No me entendió, y yo tampoco quise explicarme. Además, Joaquín había puesto en ese momento la televisión, y el volumen, que se hallaba muy alto, nos lanzó a los tímpanos los gritos de una jovencísima actriz a la que alguien asesinaba a puñaladas (era una película de crímenes). Los alaridos fueron cuatro: dos sueltos y dos unidos al final. La chica caía sobre la hierba arrastrando con su cuello una bufanda de sangre. Joaquín cambió de canal y bajó el volumen. Comprobé con gran calma que el clavel marchito de mi solapa seguía en su sitio. «Es inútil que trates de asustarme -pensé-, lo único que me da miedo de nuestra pelea es la derrota.»
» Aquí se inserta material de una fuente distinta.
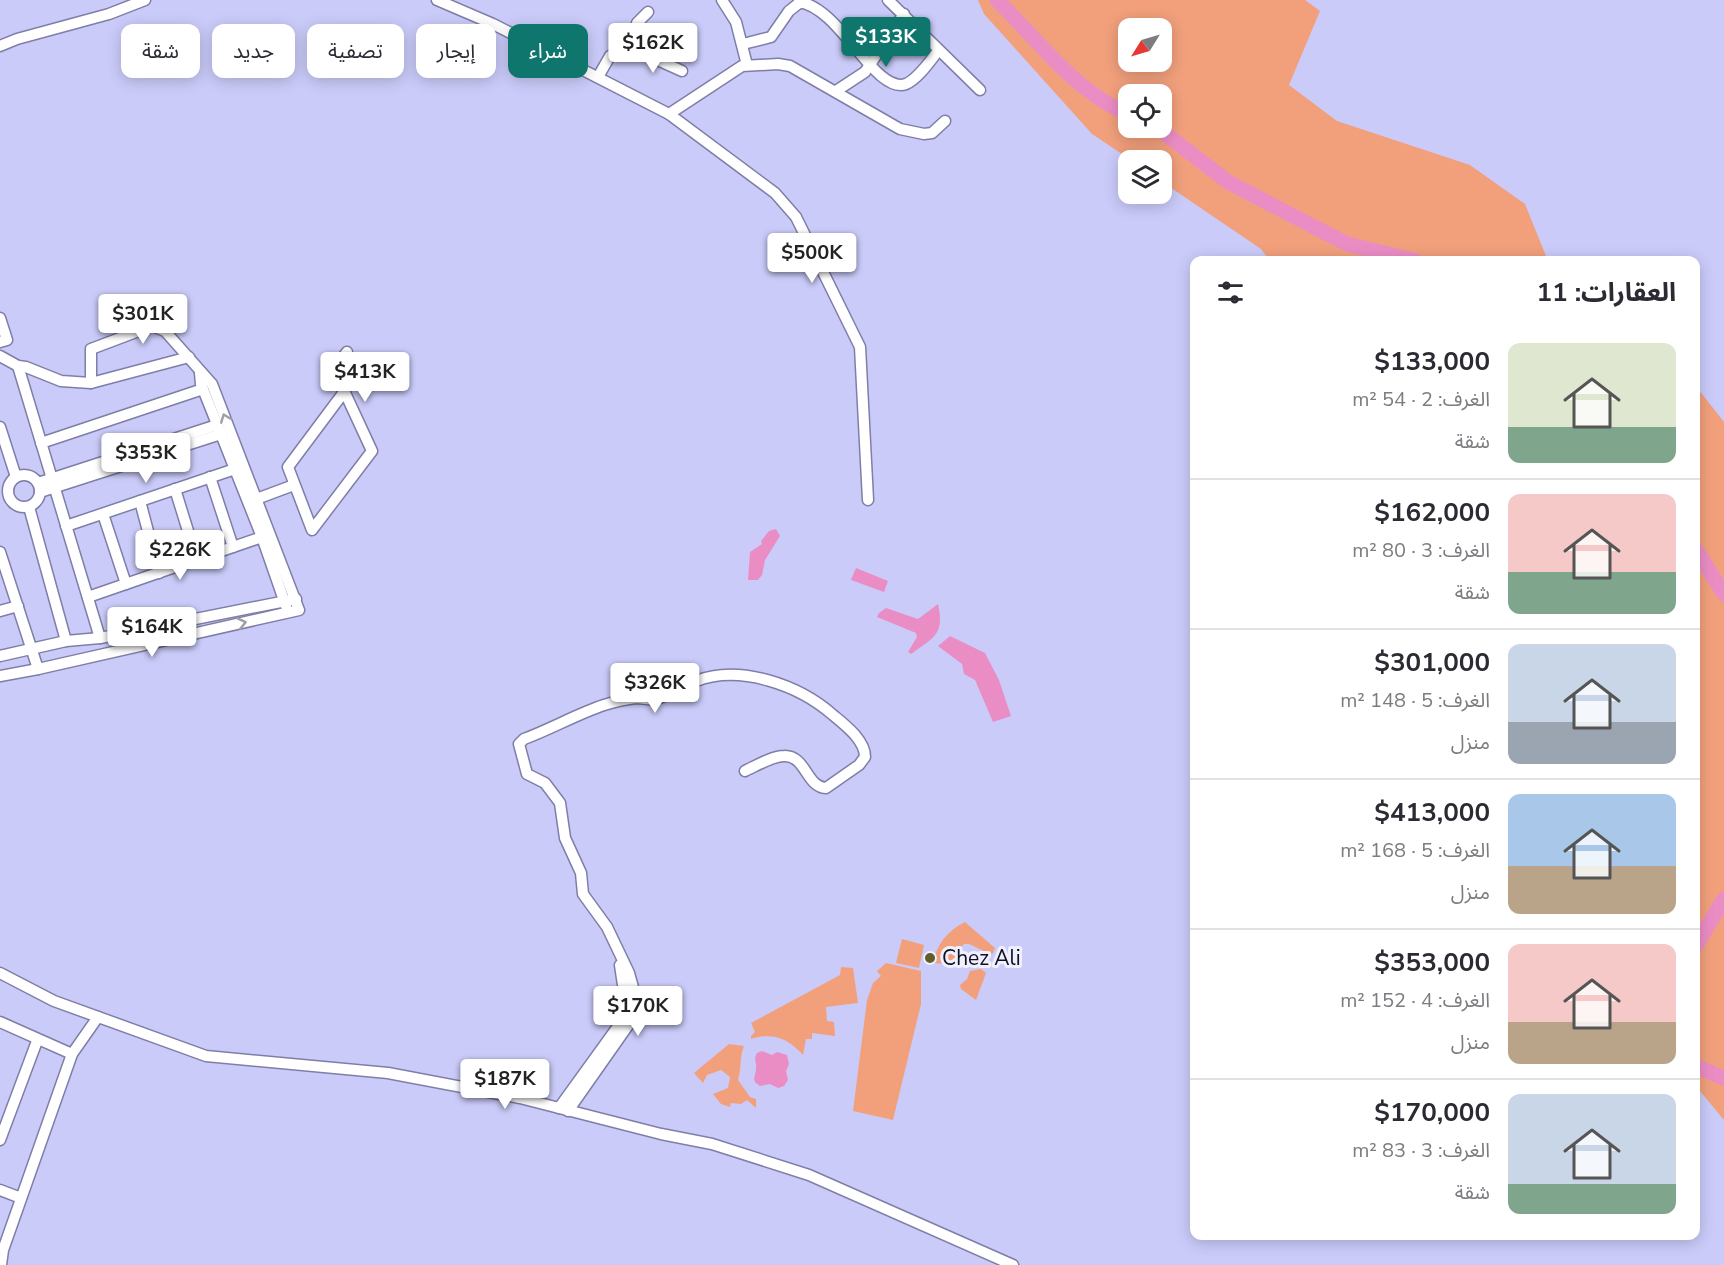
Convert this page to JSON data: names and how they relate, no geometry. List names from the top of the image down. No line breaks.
{"places":["Chez Ali"],"north":"bottom left","page":{"price":["$133K","$162K","$500K","$301K","$413K","$353K","$226K","$164K","$326K","$170K","$187K"],"chip":["شراء","إيجار","تصفية","جديد","شقة"],"heading":"العقارات: 11","list":[{"name":"$133,000","note":"الغرف: 2 · 54 m² · شقة"},{"name":"$162,000","note":"الغرف: 3 · 80 m² · شقة"},{"name":"$301,000","note":"الغرف: 5 · 148 m² · منزل"},{"name":"$413,000","note":"الغرف: 5 · 168 m² · منزل"},{"name":"$353,000","note":"الغرف: 4 · 152 m² · منزل"},{"name":"$170,000","note":"الغرف: 3 · 83 m² · شقة"}]}}
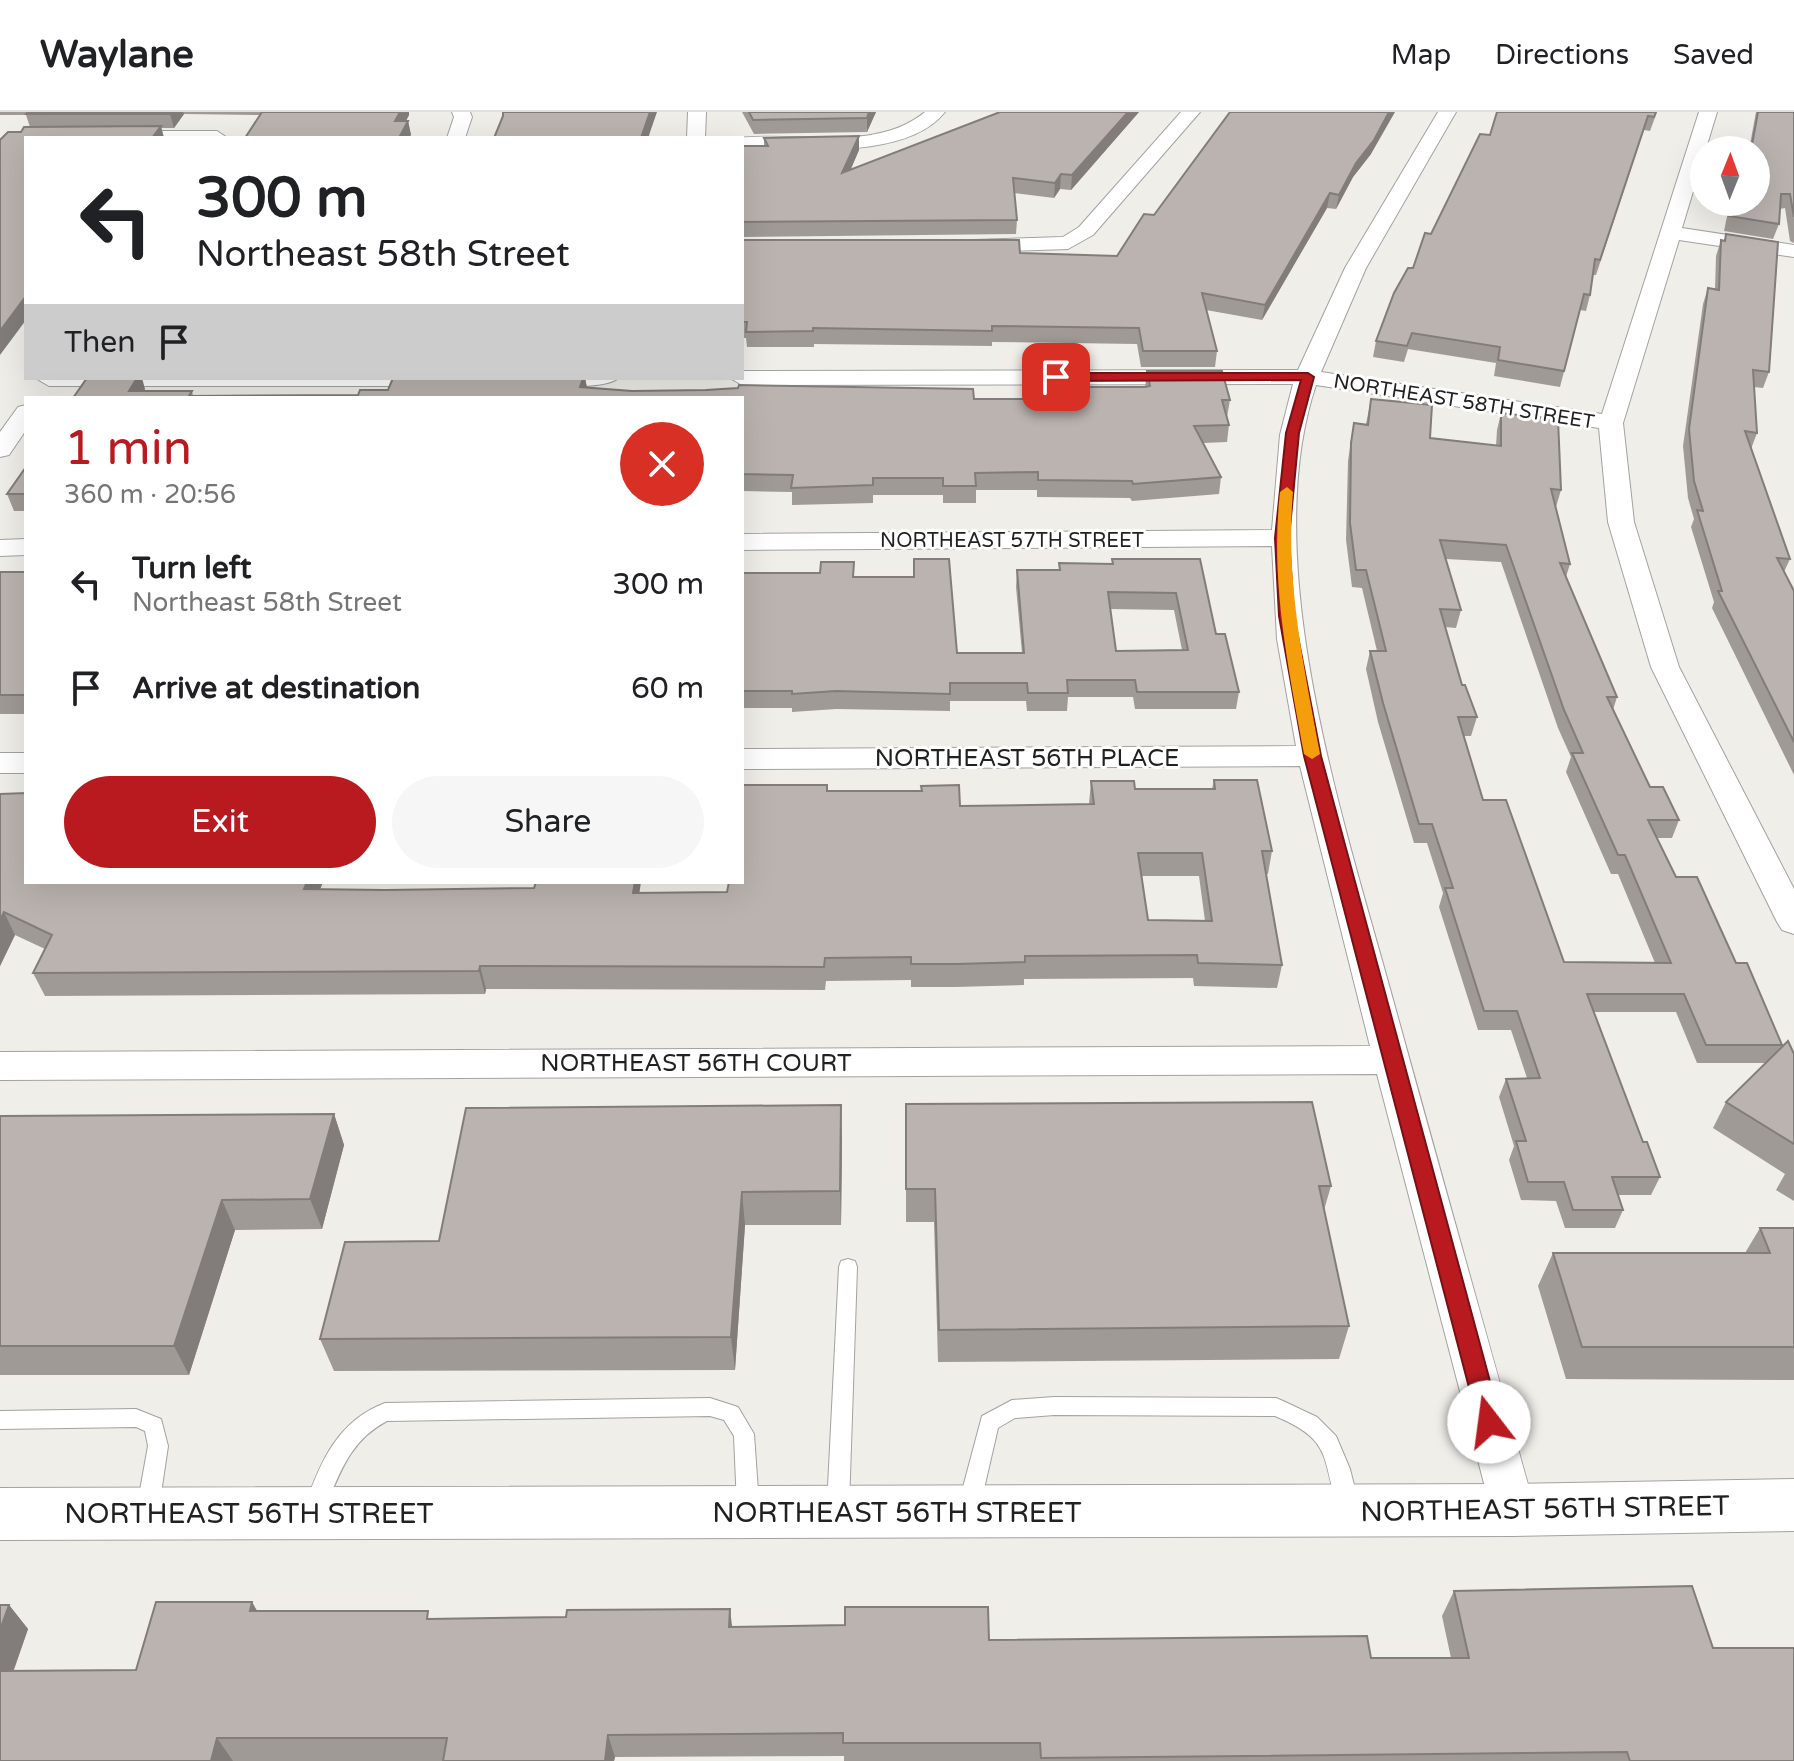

Poco después llegaron los clamores desde la plaza y el grito unánime que da comienzo a la carrera de los Reyes: «¡Arrastrá!». Miré por la ventana: estaba atardeciendo. La escasa gente que había en el bar se asomó para ver pasar a los muñecotes. Manolo Guerín, mi mensajero, continuó en la barra puliéndose a solas una cerveza. Yo tampoco me moví de mi mesa. «¿Y si esta vez les da por no venir a la Trocha?», me asaltó aquel temor. «Pero vendrán, porque así lo querrá Dios.» Pasaron los monarcas (solo distinguí el vuelo de los mantos rojos), y la gente del bar, en su mayoría jubilados, aplaudió y jaleó a la comitiva. «Vienen bonitos este año», dijo uno. Tras los Reyes, la estampida negra de los Nobles, con su aspecto de tunos enlutados, corriendo calle abajo y golpeando los cristales de las ventanas al pasar. «¡Qué graciosos! -exclamó Joaquín-, ¿y por qué no se dan en las narices?» Hicieron el mismo ruido que una bandada de cuervos (era curioso: nunca se me había ocurrido aquella comparación a pesar de que llevaba viendo la misma fiesta desde mi infancia). Y después de los Nobles, la inmensa juventud del pueblo, los gritos agudísimos de las niñas, las suelas de los distintos zapatos al golpear la calle, el desorden de la alegría, ¡pero todo bajo el imparable compás de mi enemigo, golpes, gritos, risas, música, batir de palmas! «Ya viene la víctima al holocausto», pensé.

En ese instante penetró una tromba de carcajadas en la Trocha, y en medio, como llevada por porteadores, el espeso pelo bien peinado, un jersey de cuello de tortuga color rojo y vaqueros ceñidos, se hallaba Paz. A su alrededor el estrépito era tan fuerte que pensé que toda la cristalería de la barra se rompería con cuatro ruidos rítmicos.

Paz venía guapa y lista para morir.

El grupo se detuvo en la barra, le hicieron el pedido a Joaquín tras varios equívocos y nuevas risas, y se dedicaron a hablar entre ellos a voz en grito, como si estuviesen solos.

No era Paz la única chica esta vez: le daba la réplica una adolescente regordeta, feúcha, pintarrajeada y gritona. Pero era obvio que el centro de la atención seguía siendo la hija de Huertas.